Joseph Brucker (October 30, 1849 – October 5, 1921) was an Austrian American newspaper editor who was active in the Republican Party, serving as Secretary of the Wisconsin Republican State Convention and as a member of the Illinois Republican State Central committee.

== Early years ==
Born in 1849 in Bad Ischl (located in modern-day Austria), Brucker was the son of Joseph Brucker and Antonia Ozlberger Brucker. He was educated at the University of Vienna. Finding his politics too radical for Europe, he immigrated to the United States in 1871, first finding employment with a railroad survey company in Wisconsin, then as a teacher.

== Career ==
After several failed ventures, he was hired in 1894 as managing editor of the renowned Illinois Staats-Zeitung by its owner, A.C. Hesing to replace his son Washington, who left the paper because he was appointed postmaster of Chicago by President Cleveland. Brucker stayed with the paper until 1901, when he went to Germany to become the editor of the Columbia Berlin.
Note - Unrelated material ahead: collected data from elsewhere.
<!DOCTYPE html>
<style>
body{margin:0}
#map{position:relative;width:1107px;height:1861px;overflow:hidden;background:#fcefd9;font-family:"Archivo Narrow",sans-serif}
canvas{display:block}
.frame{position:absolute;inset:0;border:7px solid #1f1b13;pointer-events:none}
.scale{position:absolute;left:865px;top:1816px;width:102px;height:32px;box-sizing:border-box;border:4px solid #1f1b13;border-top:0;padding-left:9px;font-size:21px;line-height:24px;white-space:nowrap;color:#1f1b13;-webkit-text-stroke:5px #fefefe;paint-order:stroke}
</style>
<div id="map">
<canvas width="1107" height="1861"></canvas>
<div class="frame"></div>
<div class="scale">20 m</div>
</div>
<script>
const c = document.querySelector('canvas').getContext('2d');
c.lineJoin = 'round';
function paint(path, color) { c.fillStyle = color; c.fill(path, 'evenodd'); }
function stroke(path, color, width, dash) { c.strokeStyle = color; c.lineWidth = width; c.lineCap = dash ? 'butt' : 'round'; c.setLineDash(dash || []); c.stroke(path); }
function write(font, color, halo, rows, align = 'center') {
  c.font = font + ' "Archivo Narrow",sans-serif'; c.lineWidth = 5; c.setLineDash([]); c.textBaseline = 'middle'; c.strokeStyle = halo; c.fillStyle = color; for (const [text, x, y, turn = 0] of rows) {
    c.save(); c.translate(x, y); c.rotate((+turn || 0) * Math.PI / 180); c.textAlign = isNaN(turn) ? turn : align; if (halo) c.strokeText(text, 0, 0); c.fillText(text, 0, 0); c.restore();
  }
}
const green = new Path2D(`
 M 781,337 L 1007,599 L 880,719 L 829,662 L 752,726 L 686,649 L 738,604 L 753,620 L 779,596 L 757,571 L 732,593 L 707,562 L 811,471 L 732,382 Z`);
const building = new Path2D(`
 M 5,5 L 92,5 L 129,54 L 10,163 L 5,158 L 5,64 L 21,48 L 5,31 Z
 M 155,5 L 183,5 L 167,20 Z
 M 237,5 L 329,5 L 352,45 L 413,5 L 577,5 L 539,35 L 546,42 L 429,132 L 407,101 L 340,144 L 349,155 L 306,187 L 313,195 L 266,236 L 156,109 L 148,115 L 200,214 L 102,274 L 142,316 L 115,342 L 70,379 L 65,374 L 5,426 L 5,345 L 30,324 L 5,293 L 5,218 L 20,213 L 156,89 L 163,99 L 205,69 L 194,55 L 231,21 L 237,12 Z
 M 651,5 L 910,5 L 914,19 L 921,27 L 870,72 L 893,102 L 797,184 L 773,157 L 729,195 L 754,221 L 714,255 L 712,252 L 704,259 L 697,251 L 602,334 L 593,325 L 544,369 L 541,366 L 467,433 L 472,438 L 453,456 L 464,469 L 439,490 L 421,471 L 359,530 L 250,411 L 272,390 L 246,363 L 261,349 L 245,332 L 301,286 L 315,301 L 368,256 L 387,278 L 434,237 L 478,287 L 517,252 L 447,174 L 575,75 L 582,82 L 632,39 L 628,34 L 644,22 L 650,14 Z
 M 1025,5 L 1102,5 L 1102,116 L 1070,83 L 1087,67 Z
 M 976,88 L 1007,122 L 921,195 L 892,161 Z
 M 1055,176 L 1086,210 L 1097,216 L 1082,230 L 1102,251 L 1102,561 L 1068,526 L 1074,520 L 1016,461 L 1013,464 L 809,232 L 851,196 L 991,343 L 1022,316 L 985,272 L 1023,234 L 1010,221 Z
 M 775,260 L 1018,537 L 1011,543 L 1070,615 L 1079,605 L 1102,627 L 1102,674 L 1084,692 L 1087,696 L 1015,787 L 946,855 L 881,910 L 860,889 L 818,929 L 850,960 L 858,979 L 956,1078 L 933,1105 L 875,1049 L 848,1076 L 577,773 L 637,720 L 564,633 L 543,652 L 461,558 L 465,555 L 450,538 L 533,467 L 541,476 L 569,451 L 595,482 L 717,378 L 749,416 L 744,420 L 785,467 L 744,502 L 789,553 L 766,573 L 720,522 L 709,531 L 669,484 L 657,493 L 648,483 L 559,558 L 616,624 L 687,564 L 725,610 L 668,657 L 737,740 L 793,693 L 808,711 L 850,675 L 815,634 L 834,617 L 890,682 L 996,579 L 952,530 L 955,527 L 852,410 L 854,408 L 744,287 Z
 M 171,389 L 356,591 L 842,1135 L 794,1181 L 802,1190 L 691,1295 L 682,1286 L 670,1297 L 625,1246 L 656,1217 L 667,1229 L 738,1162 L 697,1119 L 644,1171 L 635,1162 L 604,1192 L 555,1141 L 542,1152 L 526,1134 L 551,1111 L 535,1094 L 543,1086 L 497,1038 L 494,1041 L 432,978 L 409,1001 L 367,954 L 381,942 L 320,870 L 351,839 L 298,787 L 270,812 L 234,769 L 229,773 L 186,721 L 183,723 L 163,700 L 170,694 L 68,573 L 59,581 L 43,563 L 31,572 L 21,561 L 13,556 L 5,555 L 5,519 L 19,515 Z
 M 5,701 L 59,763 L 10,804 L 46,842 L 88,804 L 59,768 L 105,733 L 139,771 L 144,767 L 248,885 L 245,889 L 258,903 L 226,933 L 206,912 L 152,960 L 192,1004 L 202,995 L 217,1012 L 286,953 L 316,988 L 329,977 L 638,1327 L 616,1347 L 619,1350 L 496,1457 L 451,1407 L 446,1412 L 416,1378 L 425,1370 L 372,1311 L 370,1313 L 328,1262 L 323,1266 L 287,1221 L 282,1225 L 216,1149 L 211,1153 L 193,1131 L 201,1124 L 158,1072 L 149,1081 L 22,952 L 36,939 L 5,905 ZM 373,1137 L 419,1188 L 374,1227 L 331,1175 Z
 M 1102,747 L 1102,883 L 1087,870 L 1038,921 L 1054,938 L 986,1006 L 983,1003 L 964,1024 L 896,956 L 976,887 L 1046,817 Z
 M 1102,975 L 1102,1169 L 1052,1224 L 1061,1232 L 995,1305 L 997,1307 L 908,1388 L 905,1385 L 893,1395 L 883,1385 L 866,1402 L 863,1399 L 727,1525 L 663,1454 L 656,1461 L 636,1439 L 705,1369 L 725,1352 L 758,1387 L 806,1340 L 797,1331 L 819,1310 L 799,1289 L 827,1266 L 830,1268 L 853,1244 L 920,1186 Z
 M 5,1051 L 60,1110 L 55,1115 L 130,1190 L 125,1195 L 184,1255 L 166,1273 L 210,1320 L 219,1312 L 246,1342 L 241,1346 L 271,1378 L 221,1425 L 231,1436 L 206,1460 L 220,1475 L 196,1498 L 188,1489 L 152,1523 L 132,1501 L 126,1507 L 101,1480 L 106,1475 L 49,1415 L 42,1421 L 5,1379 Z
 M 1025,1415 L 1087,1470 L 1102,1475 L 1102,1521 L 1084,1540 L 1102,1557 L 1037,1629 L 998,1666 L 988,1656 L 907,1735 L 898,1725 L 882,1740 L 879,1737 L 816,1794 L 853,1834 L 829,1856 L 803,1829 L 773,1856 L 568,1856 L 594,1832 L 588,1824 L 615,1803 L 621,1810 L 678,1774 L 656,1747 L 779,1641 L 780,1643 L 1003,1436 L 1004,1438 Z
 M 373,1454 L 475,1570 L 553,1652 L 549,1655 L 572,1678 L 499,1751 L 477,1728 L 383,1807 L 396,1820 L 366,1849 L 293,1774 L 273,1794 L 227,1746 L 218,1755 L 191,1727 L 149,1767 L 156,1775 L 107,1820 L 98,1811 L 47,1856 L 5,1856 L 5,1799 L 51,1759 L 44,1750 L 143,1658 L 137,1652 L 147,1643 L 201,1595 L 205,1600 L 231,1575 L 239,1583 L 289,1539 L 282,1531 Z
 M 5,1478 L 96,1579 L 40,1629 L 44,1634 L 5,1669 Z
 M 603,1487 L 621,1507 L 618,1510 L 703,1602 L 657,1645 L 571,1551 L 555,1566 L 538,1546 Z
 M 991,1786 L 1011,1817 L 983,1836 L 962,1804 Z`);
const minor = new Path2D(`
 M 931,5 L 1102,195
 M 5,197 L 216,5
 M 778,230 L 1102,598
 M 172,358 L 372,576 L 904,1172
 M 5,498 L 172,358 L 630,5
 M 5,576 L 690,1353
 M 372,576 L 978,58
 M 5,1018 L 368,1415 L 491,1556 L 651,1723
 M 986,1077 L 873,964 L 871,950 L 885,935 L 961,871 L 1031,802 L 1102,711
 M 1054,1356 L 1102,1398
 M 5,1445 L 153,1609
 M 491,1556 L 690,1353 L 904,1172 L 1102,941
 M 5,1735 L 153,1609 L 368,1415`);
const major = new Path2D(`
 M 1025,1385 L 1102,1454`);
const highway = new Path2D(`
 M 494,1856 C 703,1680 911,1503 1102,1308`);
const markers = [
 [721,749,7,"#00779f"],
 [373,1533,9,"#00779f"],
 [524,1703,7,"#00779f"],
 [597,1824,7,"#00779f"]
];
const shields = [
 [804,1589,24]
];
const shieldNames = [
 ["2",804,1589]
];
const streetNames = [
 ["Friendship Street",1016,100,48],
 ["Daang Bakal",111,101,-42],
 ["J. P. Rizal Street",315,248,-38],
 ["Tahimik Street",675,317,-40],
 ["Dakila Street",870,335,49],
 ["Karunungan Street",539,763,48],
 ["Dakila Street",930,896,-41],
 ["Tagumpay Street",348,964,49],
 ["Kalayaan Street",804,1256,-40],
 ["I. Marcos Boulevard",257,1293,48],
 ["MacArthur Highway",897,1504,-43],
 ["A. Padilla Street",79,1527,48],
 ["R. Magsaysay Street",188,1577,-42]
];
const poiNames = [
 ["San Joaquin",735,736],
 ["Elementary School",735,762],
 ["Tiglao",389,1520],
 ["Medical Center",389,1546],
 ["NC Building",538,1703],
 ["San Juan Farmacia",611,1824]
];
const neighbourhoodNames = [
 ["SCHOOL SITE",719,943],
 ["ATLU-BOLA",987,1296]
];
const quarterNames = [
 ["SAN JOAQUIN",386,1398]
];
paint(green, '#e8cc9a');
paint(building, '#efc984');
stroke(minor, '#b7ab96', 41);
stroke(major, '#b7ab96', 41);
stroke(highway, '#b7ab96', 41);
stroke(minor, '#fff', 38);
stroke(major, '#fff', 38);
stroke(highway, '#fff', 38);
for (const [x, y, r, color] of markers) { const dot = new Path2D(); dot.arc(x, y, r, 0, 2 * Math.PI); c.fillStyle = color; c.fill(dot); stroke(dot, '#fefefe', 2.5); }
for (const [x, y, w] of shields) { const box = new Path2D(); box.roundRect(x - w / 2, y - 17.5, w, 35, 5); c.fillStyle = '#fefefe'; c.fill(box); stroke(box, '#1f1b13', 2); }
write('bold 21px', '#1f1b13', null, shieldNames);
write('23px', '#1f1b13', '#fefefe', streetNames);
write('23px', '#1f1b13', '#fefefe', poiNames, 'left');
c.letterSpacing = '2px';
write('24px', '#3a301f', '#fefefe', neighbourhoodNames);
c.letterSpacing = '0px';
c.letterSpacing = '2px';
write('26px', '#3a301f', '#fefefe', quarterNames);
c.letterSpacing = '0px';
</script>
His later life is almost totally unknown, and he appears to have fallen from the public eye following the divorce from his wife. Brucker participated in the 1920 United States census and was living as a boarder in San Francisco at the time.

== Personal life and death ==
In 1873, Brucker married Rose Morawetz. His daughter Antoinette married Edwin O. Raster, son of the editor and politician Hermann Raster. He died in San Francisco on October 5, 1921.